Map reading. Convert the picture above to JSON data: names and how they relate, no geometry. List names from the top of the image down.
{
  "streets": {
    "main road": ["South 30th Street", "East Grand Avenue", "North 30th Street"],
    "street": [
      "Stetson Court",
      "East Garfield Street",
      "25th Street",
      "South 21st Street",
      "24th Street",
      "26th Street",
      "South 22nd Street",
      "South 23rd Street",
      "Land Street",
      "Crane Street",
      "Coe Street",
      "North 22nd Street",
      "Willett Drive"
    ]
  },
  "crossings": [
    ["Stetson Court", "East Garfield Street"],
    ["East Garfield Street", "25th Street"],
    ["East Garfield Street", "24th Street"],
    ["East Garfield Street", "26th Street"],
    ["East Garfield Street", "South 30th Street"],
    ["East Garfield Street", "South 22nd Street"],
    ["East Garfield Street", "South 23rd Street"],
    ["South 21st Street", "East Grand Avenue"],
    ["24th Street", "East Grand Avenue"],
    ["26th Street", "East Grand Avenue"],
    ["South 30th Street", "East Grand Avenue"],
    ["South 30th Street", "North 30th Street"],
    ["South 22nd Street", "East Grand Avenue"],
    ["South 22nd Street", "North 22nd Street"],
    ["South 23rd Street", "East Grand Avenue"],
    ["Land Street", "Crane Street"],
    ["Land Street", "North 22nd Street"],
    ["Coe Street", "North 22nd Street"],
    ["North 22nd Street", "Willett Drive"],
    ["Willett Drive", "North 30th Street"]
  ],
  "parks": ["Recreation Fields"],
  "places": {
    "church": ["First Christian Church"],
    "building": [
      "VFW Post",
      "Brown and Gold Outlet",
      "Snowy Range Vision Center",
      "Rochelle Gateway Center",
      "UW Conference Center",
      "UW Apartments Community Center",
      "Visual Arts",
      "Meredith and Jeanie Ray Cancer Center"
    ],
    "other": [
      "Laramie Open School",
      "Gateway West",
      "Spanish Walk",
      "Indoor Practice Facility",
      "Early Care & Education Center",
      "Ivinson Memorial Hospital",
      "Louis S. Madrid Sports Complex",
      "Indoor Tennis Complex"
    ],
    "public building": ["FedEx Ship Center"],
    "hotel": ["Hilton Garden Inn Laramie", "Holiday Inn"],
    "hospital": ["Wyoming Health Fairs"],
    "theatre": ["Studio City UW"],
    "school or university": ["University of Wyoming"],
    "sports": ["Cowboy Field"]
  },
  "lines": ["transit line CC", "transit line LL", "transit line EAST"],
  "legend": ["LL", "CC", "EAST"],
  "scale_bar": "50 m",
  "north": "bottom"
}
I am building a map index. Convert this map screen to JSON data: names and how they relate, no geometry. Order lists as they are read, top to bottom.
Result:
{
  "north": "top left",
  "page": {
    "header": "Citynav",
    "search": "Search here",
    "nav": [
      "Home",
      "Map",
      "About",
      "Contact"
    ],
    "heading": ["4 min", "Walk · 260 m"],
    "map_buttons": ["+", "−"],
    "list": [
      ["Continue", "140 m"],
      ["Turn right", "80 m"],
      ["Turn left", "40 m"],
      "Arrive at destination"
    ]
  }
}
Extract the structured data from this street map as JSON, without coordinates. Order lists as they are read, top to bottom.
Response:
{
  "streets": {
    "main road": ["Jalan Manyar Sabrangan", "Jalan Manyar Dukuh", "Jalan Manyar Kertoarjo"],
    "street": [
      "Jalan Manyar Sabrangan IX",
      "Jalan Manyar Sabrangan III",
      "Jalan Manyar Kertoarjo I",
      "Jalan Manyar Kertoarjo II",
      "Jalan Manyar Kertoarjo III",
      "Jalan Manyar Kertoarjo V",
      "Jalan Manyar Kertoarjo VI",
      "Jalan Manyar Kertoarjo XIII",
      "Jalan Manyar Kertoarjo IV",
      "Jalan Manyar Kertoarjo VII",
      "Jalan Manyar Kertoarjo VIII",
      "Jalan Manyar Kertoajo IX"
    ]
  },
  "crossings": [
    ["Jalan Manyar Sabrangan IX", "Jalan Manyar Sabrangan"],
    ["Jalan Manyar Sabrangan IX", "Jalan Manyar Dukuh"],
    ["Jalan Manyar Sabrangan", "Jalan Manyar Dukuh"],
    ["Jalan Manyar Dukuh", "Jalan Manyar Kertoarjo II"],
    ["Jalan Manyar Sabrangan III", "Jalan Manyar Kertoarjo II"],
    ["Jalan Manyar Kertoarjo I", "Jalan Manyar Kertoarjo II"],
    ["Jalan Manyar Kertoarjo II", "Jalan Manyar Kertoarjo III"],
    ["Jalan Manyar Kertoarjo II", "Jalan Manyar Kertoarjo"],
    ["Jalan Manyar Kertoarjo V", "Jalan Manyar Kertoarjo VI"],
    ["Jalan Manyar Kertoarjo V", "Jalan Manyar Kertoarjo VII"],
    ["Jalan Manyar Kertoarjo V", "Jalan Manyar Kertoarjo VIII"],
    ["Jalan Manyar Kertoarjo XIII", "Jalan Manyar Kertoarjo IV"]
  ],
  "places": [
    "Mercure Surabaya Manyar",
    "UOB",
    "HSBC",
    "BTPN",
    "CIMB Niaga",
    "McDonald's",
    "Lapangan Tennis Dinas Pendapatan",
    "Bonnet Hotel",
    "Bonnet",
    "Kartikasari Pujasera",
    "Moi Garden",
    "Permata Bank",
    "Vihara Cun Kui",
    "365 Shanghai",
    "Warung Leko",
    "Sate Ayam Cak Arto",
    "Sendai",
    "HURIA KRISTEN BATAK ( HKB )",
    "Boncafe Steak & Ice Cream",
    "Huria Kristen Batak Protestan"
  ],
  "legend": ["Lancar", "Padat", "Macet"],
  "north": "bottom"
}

*TASK INSTRUCTIONS*
Repeat exactly, and only, the lines from the line with "Extract the structured" through the end of the listing above, both ends included.

*WRITTEN SOLUTION*
Extract the structured data from this street map as JSON, without coordinates. Order lists as they are read, top to bottom.
Response:
{
  "streets": {
    "main road": ["Jalan Manyar Sabrangan", "Jalan Manyar Dukuh", "Jalan Manyar Kertoarjo"],
    "street": [
      "Jalan Manyar Sabrangan IX",
      "Jalan Manyar Sabrangan III",
      "Jalan Manyar Kertoarjo I",
      "Jalan Manyar Kertoarjo II",
      "Jalan Manyar Kertoarjo III",
      "Jalan Manyar Kertoarjo V",
      "Jalan Manyar Kertoarjo VI",
      "Jalan Manyar Kertoarjo XIII",
      "Jalan Manyar Kertoarjo IV",
      "Jalan Manyar Kertoarjo VII",
      "Jalan Manyar Kertoarjo VIII",
      "Jalan Manyar Kertoajo IX"
    ]
  },
  "crossings": [
    ["Jalan Manyar Sabrangan IX", "Jalan Manyar Sabrangan"],
    ["Jalan Manyar Sabrangan IX", "Jalan Manyar Dukuh"],
    ["Jalan Manyar Sabrangan", "Jalan Manyar Dukuh"],
    ["Jalan Manyar Dukuh", "Jalan Manyar Kertoarjo II"],
    ["Jalan Manyar Sabrangan III", "Jalan Manyar Kertoarjo II"],
    ["Jalan Manyar Kertoarjo I", "Jalan Manyar Kertoarjo II"],
    ["Jalan Manyar Kertoarjo II", "Jalan Manyar Kertoarjo III"],
    ["Jalan Manyar Kertoarjo II", "Jalan Manyar Kertoarjo"],
    ["Jalan Manyar Kertoarjo V", "Jalan Manyar Kertoarjo VI"],
    ["Jalan Manyar Kertoarjo V", "Jalan Manyar Kertoarjo VII"],
    ["Jalan Manyar Kertoarjo V", "Jalan Manyar Kertoarjo VIII"],
    ["Jalan Manyar Kertoarjo XIII", "Jalan Manyar Kertoarjo IV"]
  ],
  "places": [
    "Mercure Surabaya Manyar",
    "UOB",
    "HSBC",
    "BTPN",
    "CIMB Niaga",
    "McDonald's",
    "Lapangan Tennis Dinas Pendapatan",
    "Bonnet Hotel",
    "Bonnet",
    "Kartikasari Pujasera",
    "Moi Garden",
    "Permata Bank",
    "Vihara Cun Kui",
    "365 Shanghai",
    "Warung Leko",
    "Sate Ayam Cak Arto",
    "Sendai",
    "HURIA KRISTEN BATAK ( HKB )",
    "Boncafe Steak & Ice Cream",
    "Huria Kristen Batak Protestan"
  ],
  "legend": ["Lancar", "Padat", "Macet"],
  "north": "bottom"
}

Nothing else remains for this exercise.